Cape plumbago (Plumbago auriculata) is sure to attract the attention of both human and insect admirers with its unique blue-gray flowers and pleasant scent. Native to South Africa, plumbago grows well in the southern U.S. and isn't prone to becoming invasive. The name plumbago comes from the Latin word for lead, as apparently ancient naturalists found the flowers' unusual color to be reminiscent of the metal. This is also where the plant's common name of leadwort comes from.

Growing plumbago

Cape plumbago is hardy in zones 8 through 11 but can also be grown in containers and overwintered indoors in colder regions. It's closely related to Plumbago zeylanica which has white flowers and is native to the southern United States. Both species of plumbago thrive in full sun and well-draining soil and are somewhat drought-tolerant after they have been established.

When planting plumbago in the landscape, keep in mind that it can grow large, so give it a fair amount of space. While cape plumbago can grow up to 10 feet tall and just as wide, prune it back heavily if it is overwintering indoors. Cape plumbago can also be grown as an annual in colder areas, in which case it will likely grow to only 3 feet at most. While plumbago is often grown as a shrub, it can also be treated as a vine, if you tie its long weak branches onto a trellis or weave them into the structure. Just don't forget to wear your gardening gloves when working with this plant, as it often causes skin irritation.

Plumbago for attracting pollinators

Plumbago isn't just beautiful to people.
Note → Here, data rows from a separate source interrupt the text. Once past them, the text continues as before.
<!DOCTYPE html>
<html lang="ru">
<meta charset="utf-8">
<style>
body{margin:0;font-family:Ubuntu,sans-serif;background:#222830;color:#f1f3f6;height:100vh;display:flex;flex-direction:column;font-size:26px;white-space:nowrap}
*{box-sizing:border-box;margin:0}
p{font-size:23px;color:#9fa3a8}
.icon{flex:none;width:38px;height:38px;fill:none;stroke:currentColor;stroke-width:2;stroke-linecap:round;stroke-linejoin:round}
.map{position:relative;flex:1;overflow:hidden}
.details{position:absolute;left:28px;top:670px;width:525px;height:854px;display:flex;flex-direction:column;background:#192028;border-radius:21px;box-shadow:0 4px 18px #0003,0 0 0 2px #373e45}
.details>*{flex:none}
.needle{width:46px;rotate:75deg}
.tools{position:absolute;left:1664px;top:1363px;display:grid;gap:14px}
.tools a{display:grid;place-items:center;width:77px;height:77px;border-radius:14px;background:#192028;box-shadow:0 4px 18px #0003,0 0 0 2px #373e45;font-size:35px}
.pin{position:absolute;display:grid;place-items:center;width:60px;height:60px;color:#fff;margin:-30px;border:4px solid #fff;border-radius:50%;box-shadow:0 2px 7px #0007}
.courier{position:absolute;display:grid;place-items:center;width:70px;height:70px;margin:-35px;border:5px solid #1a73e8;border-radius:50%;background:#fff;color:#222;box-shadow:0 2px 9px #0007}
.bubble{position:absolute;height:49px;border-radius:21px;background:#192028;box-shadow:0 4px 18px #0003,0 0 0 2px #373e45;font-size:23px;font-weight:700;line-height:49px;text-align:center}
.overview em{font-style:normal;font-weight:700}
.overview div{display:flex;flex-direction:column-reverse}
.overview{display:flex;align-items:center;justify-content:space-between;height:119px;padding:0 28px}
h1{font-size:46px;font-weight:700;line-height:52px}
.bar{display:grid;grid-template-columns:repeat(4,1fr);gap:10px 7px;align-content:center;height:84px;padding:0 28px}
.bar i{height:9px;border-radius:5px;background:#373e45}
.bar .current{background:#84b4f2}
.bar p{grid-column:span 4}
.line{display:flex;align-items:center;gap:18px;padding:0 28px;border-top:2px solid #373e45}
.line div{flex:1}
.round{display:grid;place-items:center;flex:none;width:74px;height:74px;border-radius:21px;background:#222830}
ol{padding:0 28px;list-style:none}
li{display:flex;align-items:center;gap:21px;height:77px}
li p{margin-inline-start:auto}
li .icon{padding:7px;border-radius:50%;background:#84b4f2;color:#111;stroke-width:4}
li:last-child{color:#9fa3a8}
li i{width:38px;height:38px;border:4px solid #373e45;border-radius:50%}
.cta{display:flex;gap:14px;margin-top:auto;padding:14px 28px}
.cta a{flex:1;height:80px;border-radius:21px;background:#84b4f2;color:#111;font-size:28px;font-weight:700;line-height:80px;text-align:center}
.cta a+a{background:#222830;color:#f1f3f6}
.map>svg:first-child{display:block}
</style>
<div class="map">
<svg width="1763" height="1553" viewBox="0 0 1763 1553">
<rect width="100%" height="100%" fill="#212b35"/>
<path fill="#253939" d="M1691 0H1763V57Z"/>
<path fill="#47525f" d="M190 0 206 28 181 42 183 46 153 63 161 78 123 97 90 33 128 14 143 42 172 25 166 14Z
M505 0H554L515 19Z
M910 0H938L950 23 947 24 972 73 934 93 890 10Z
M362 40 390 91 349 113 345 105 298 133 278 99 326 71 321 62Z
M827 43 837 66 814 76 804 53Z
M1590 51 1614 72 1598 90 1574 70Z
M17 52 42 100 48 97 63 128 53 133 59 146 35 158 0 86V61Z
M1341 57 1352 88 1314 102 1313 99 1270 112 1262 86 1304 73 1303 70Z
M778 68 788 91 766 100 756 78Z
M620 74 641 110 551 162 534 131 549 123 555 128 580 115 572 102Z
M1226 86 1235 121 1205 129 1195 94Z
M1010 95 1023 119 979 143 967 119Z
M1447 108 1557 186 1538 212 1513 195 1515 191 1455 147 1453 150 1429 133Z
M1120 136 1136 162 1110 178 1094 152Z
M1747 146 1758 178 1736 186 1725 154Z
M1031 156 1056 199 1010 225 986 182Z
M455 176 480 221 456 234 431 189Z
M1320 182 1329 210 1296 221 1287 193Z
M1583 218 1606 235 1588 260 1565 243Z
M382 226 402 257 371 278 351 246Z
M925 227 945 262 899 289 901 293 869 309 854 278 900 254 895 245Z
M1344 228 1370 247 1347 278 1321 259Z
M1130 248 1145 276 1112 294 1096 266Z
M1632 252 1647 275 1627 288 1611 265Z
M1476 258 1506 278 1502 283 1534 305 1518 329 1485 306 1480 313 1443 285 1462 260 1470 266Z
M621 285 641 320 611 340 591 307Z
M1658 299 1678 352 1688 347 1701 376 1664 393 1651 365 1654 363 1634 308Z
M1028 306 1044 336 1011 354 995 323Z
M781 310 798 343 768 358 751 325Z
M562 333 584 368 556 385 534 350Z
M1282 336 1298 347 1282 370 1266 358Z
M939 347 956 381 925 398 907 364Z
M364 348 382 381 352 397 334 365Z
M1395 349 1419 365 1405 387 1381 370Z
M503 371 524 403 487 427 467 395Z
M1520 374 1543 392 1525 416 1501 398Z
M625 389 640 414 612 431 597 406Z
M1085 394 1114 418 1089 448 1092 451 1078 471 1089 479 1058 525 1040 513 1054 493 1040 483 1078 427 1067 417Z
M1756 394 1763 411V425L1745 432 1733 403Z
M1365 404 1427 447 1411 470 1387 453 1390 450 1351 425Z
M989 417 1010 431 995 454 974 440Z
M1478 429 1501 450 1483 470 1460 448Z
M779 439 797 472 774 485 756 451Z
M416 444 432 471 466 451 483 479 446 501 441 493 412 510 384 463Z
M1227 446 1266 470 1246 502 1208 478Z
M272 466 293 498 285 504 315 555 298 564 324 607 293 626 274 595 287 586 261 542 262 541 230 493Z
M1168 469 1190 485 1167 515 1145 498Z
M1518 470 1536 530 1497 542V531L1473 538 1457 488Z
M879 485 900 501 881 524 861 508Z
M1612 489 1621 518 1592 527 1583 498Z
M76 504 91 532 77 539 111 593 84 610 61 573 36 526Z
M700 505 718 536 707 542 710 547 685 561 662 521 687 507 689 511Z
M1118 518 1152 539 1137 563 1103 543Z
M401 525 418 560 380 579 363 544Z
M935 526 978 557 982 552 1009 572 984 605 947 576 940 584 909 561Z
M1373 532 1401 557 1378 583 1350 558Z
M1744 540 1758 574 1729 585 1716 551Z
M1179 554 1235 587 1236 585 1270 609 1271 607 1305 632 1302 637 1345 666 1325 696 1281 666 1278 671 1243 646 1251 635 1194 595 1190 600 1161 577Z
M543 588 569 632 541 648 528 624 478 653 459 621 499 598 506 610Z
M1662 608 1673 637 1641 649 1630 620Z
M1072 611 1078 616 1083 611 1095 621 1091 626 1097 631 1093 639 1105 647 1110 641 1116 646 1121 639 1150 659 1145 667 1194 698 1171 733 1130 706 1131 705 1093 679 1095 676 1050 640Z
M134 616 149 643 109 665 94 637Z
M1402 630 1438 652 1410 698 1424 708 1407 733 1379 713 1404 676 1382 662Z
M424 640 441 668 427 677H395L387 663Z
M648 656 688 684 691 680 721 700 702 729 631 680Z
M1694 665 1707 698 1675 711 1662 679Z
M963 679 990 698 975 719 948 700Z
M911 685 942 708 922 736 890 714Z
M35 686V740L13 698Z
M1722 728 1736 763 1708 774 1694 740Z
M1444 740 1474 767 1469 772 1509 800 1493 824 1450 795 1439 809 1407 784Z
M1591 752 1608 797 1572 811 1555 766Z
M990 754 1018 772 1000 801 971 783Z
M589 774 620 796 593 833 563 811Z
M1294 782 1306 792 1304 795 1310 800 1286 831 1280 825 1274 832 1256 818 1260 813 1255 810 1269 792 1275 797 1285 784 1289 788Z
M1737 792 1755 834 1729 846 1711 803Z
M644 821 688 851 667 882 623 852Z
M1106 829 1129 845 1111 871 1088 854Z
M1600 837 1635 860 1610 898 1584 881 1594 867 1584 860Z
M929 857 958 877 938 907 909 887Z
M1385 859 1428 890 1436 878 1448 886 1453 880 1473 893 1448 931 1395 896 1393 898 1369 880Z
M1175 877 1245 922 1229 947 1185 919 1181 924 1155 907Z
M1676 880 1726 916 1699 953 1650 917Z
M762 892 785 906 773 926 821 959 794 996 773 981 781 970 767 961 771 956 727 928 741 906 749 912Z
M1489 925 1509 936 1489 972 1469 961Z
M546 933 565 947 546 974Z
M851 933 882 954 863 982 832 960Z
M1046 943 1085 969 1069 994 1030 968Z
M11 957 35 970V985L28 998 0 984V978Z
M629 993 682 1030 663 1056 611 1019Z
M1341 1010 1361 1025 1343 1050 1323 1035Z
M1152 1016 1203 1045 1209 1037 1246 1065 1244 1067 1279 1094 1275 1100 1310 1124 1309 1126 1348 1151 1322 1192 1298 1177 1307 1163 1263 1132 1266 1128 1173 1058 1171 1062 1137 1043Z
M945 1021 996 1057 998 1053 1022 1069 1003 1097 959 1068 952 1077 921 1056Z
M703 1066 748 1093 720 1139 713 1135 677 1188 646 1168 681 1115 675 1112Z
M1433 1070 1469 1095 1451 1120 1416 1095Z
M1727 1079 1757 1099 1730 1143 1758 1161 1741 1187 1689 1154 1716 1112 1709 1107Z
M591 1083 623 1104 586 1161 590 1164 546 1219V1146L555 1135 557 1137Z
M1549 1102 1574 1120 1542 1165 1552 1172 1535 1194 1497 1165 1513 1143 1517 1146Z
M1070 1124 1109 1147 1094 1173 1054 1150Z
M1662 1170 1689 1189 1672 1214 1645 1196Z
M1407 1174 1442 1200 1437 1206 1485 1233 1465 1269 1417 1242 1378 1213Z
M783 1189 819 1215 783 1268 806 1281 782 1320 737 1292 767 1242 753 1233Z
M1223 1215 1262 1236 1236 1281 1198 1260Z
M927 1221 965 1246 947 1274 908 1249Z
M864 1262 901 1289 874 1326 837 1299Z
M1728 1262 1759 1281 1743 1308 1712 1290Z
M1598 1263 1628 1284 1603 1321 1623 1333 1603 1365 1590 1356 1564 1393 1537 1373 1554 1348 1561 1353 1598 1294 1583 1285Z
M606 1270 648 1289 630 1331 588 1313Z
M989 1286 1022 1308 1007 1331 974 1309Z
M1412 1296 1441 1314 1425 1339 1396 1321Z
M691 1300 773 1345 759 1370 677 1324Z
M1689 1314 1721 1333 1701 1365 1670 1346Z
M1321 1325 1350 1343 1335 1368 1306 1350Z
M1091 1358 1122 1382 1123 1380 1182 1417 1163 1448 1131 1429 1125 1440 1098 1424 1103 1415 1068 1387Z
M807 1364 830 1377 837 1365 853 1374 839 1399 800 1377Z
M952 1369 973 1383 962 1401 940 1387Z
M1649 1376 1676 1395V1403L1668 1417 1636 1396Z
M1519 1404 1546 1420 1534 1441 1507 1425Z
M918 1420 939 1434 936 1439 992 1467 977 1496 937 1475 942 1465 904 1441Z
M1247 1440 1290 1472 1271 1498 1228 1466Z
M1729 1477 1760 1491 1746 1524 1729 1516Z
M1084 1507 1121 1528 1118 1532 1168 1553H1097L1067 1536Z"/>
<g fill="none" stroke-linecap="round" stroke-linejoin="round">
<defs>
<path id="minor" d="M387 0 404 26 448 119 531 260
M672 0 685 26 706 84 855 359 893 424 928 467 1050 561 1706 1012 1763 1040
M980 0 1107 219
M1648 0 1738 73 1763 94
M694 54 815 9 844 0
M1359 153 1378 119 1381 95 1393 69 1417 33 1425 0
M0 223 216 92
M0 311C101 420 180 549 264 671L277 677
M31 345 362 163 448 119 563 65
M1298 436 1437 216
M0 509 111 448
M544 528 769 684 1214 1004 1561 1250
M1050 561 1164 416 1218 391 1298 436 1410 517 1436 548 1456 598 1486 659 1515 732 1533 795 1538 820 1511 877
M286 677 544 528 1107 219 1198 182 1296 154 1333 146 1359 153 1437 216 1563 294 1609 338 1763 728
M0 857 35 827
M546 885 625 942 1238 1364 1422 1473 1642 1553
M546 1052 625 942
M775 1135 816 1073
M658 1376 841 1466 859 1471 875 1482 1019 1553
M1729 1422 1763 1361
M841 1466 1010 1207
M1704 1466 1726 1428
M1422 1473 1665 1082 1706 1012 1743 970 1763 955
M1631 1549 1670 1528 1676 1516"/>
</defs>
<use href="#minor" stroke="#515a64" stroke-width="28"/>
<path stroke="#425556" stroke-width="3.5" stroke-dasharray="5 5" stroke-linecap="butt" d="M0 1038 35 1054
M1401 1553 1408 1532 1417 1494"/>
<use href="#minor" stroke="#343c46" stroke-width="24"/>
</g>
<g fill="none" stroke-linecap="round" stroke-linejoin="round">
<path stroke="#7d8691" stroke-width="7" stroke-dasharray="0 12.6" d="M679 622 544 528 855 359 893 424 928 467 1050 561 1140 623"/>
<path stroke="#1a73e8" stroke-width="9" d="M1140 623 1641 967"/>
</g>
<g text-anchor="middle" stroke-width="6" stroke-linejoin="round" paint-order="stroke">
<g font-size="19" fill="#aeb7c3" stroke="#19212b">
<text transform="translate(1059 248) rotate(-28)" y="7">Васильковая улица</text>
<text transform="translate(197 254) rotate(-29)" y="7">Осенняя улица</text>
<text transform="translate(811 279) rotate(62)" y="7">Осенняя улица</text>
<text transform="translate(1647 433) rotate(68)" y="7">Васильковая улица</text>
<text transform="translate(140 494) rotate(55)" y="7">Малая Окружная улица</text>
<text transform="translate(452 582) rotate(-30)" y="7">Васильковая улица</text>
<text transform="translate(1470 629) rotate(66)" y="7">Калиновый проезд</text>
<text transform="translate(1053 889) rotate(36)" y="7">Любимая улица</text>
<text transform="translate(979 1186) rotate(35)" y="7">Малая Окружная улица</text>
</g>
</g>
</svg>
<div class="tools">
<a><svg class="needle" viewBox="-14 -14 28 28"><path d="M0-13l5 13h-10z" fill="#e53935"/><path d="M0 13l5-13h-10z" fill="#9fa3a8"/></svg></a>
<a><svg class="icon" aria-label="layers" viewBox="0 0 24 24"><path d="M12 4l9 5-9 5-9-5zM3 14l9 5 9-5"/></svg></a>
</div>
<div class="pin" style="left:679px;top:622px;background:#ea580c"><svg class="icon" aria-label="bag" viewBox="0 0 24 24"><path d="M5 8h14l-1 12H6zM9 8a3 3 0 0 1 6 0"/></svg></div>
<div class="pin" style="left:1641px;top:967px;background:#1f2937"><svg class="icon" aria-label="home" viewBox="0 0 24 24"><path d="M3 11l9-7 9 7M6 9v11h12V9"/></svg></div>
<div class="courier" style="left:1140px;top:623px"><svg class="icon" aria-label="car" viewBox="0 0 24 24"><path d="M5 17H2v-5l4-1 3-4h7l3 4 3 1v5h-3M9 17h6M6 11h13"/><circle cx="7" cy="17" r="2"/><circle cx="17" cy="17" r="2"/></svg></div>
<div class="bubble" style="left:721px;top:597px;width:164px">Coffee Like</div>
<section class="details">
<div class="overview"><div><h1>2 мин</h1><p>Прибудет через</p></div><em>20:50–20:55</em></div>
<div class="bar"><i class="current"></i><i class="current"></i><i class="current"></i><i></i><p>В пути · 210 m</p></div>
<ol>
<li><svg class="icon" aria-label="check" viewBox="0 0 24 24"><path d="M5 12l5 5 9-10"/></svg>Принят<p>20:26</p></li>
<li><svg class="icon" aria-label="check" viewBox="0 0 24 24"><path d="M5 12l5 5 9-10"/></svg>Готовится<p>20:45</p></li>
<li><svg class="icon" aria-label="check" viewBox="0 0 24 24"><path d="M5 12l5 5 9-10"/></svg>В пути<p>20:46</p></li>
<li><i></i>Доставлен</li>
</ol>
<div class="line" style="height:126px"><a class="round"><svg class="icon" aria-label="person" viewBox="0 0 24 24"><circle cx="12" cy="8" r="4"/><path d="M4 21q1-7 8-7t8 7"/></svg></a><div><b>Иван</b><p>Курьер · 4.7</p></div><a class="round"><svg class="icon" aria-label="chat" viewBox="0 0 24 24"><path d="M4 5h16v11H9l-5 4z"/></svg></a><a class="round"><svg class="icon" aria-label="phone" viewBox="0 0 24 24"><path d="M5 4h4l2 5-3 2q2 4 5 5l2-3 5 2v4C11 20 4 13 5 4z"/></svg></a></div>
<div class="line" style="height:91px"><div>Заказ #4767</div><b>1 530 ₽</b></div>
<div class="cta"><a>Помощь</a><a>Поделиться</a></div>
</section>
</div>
Bees and butterflies also adore the plant and its pale blue flowers. In Florida and nearby areas, it's even a common host plant to the Cassius blue butterfly (Leptotes cassius). Despite its appeal to bees and butterflies, deer generally leave plumbago alone.  

Cape plumbago is a great addition to sunny butterfly gardens where it should pair perfectly with coneflowers, black-eyed susans, and sterile varieties of butterfly bush and lantana. As plumbago can grow relatively tall, consider using it towards the back of the border if you are growing it in the landscape as a perennial. Growers in more northern climates could consider using plumbago to create a butterfly container garden. Since many gardeners want a variety of colors in their butterfly gardens, which makes plumbago an especially good choice since there aren't many other plants with such distinctive blue-gray flowers.